Assignment: Copy out exactly the lines below that run from the one holding "context.fill(path, 'evenodd');" to the one holding "context.lineCap = dash ? 'butt' : 'round';", keeping both of those lines and no others.

[[ Dataset extract, beginning ]]

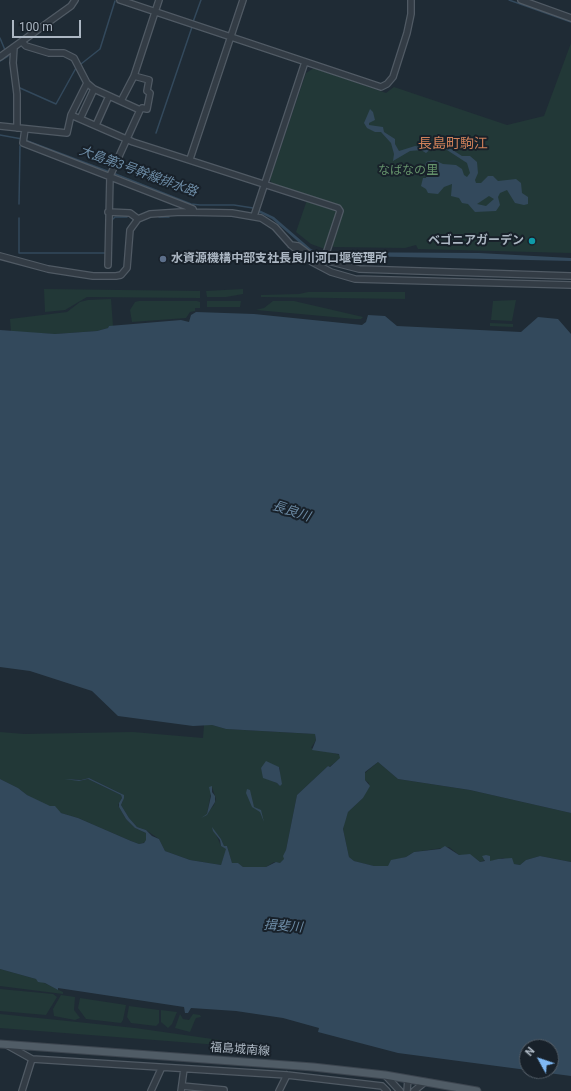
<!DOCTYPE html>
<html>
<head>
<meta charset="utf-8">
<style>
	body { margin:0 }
	#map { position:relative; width:571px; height:1091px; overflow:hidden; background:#1f2b35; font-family:Roboto,sans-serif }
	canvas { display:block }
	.north { position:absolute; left:519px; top:1039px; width:40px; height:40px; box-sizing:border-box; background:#18212a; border:1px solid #535d67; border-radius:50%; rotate:310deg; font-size:11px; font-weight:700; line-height:16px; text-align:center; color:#acb7c3 }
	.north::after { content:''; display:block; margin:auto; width:14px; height:18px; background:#7fb9f5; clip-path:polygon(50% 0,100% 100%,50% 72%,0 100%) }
	.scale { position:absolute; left:12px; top:20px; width:69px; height:18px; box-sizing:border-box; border:2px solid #acb7c3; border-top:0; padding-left:5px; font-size:12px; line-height:14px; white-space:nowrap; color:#acb7c3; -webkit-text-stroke:3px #18212a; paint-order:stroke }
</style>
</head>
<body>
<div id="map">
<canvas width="571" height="1091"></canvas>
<div class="north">N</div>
<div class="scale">100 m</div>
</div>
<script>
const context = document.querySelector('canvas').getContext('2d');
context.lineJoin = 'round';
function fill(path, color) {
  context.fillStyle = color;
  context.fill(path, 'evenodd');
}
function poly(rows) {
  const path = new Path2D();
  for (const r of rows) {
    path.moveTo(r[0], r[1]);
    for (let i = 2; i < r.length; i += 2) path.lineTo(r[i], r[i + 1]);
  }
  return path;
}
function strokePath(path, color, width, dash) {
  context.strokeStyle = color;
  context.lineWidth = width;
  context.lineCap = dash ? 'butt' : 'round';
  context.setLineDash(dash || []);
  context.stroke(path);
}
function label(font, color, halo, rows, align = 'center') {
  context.font = font + ' Roboto,"Noto Sans JP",sans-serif';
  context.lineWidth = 4;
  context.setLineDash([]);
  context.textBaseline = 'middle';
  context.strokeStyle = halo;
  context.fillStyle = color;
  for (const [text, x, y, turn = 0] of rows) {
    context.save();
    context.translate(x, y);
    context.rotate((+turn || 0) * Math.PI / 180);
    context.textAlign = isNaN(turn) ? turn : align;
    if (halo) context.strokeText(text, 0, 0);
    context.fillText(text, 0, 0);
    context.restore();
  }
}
const green = poly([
	[571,43,571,253,418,249,416,245,405,248,334,247,332,245,343,209,274,186,270,180,306,73,314,68,386,93,394,87,507,125,544,116],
	[307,200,335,210,337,213,325,249,311,244,296,232],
	[44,289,200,291,200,298,87,297,65,310,45,312],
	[243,289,243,294,226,297,207,297,206,291],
	[308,292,405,292,405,299,261,297,261,295,299,294],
	[111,299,113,326,109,326,108,328,97,331,55,334,11,332,10,319,67,312,80,302,88,300],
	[516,300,512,321,491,320,493,301],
	[139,301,197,301,200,302,200,308,195,308,195,311,190,312,186,318,132,322,130,310,135,302],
	[207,301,241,301,240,307,207,307],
	[273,301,294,301,363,317,361,319,355,319,256,310,264,308],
	[490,323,513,324,513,327,490,326],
	[204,725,212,725,226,729,315,734,316,740,311,748,341,755,340,759,329,767,328,766,297,795,284,860,280,863,274,862,266,867,258,868,243,867,238,863,232,863,227,846,224,846,221,839,215,832,221,846,227,849,221,865,190,860,165,851,159,839,146,830,137,827,129,818,121,805,123,801,122,794,89,778,81,780,71,779,79,781,88,779,121,795,122,798,118,805,119,807,126,819,135,828,146,833,146,841,143,843,139,844,131,841,78,818,61,813,27,795,18,788,0,779,0,732,24,734,133,732,203,738],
	[272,764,280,768,280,786,277,783,265,778,262,771,261,768],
	[212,787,216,799,214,805,207,814],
	[378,762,398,779,470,790,571,813,571,862,540,856,526,860,520,865,514,864,503,858,492,861,490,861,490,858,480,862,475,858,459,855,449,847,414,852,406,857,395,860,389,866,374,866,354,861,349,857,347,848,343,829,345,819,348,812,363,798,369,783,365,780,365,773],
	[0,969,36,979,63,992,63,994,0,986],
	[0,989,53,994,57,997,46,1015,0,1011],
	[61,995,75,997,74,1010,80,1018,75,1020,54,1016,53,1009],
	[80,998,126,1005,123,1020,121,1023,86,1019,78,1008],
	[129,1006,159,1010,159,1023,156,1026,131,1023,127,1017],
	[161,1010,177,1012,172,1024,168,1028,161,1022],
	[0,1014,135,1028,241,1043,219,1042,219,1045,0,1028],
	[180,1014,183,1019,189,1020,193,1014,200,1015,201,1017,196,1018,195,1020,190,1032,175,1028]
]);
const water = poly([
	[370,109,373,112,375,120,369,123,369,125,383,127,384,132,395,139,395,144,399,151,415,146,425,148,432,145,451,149,462,156,470,156,477,162,478,173,475,180,476,183,481,183,488,176,493,176,498,181,516,179,521,183,522,193,528,197,528,204,524,205,515,203,507,190,500,193,498,197,500,205,496,211,475,212,468,204,462,203,459,198,451,196,452,184,444,187,438,194,428,193,426,189,421,186,423,178,426,178,427,174,432,175,433,173,428,172,428,168,425,167,426,162,434,160,443,164,456,165,462,169,464,175,467,177,470,173,467,163,447,150,432,148,426,153,421,150,410,151,393,161,394,154,391,143,381,132,375,132,367,128,364,123],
	[489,196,494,199,486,206,477,204],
	[253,207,274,217,311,249,317,252,479,253,571,258,571,261,317,255,310,252,272,219,252,209],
	[196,312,254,314,362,325,366,322,368,315,385,316,397,326,521,332,538,317,558,319,571,334,571,813,470,790,398,779,378,762,365,772,365,780,370,786,363,798,348,812,343,829,349,857,354,861,374,866,388,866,391,860,406,857,414,852,440,849,445,846,459,855,470,854,480,862,485,861,482,856,486,855,490,856,490,861,498,859,512,858,514,864,520,865,526,860,540,856,571,862,571,1076,533,1071,551,1071,551,1047,527,1047,527,1070,398,1053,318,1032,319,1028,283,1018,236,1011,191,1008,188,1013,185,1013,184,1007,58,988,58,990,45,983,38,982,36,979,0,969,0,779,18,788,27,795,50,806,55,806,61,813,78,818,131,841,139,844,144,843,146,840,146,833,135,828,126,819,119,807,119,803,122,798,121,795,88,779,79,781,64,779,81,780,89,778,124,795,124,798,121,805,129,818,137,827,146,830,152,836,159,839,165,851,190,860,221,865,226,849,221,846,220,840,213,831,212,827,221,839,224,846,227,846,232,863,238,863,243,867,266,867,276,862,280,863,284,859,283,856,286,850,297,795,328,766,330,767,340,758,339,754,312,750,316,740,315,734,226,729,212,725,193,726,118,716,92,691,30,671,0,667,0,330,55,334,97,331,108,328,109,326,181,320,189,322,191,315],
	[266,761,279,767,282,784,280,786,277,783,263,778,261,768],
	[212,786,212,792,215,796,215,802,207,815,201,818,207,814,211,796,209,787],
	[247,789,250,790,254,807,261,810,264,822,260,812,252,807,246,793]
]);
const stream = poly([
	[509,0,571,22],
	[193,22,201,0],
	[0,38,5,50],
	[0,61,8,56],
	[81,64,100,49,115,1],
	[20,88,56,104,76,68],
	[143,111,148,112,149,110],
	[156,133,192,27],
	[0,135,22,139],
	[25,140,110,172],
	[113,173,191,204,200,205,234,205,253,208],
	[19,204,20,146],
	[159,217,169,217],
	[19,218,19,253,105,253],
	[111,221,115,217,127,217]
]);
const minor = poly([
	[120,0,381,87,387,84,393,77,407,33,411,14,411,0],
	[521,0,571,18],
	[22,42,26,46,49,53,64,53,74,58,87,83,71,115,133,142,338,208,340,211,324,260],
	[14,47,13,63,17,94,17,128],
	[0,57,71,6,75,0],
	[134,76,149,80,147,91,150,93,147,109,142,108,140,110],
	[87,83,94,89,140,110,110,176,108,265],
	[121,101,134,76,159,0],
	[80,119,94,89],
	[96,125,109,96],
	[0,126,67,133,71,115],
	[25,129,23,143,193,209,194,212],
	[190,159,243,0],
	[108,212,130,213,138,219,150,214,181,212,232,213,261,218,275,227,291,245,312,262,331,272,355,279,571,285],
	[254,216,305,62],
	[291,245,298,246,310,255,324,260,359,269,571,276],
	[0,256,48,269,93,276,116,276,121,275,127,268,130,230,138,219],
	[7,1045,32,1059,287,1075,382,1086,387,1091],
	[386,1076,400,1091],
	[182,1086,224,1090],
	[22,1091,32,1059],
	[151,1091,161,1069],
	[181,1091,184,1069],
	[279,1091,287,1075],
	[407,1091,408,1079],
	[414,1091,425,1082]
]);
const major = poly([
	[0,1044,313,1067,385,1075,477,1091]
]);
const markers = [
	[532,241,4,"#0f9aa8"],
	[163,259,4,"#5c6f8a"]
];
const parkNames = [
	["なばなの里",408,171]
];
const poiNames = [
	["ベゴニアガーデン",524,241],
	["水資源機構中部支社長良川河口堰管理所",171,259,"left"]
];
const streetNames = [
	["福島城南線",240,1050,4]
];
const waterNames = [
	["大島第3号幹線排水路",138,172,20],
	["長良川",291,512,18],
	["揖斐川",283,927,4]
];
const quarterNames = [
	["長島町駒江",453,144]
];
fill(green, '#223837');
fill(water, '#33495c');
strokePath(stream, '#33495c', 1.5);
strokePath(minor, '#505a64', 8);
strokePath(major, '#3c454f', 9);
strokePath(minor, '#333c45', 5.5);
strokePath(major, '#505c66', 7);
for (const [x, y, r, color] of markers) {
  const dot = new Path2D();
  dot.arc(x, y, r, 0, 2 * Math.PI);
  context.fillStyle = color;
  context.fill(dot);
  strokePath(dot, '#18212a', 1.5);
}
label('12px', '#65926b', '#18212a', parkNames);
label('bold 12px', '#acb7c3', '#18212a', poiNames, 'right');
label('12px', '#acb7c3', '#18212a', streetNames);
label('italic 13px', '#6d8ca6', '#18212a', waterNames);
label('14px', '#d0815a', '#18212a', quarterNames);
</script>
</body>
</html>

[[ Dataset extract, end ]]

Finished exercise:
  context.fill(path, 'evenodd');
}
function poly(rows) {
  const path = new Path2D();
  for (const r of rows) {
    path.moveTo(r[0], r[1]);
    for (let i = 2; i < r.length; i += 2) path.lineTo(r[i], r[i + 1]);
  }
  return path;
}
function strokePath(path, color, width, dash) {
  context.strokeStyle = color;
  context.lineWidth = width;
  context.lineCap = dash ? 'butt' : 'round';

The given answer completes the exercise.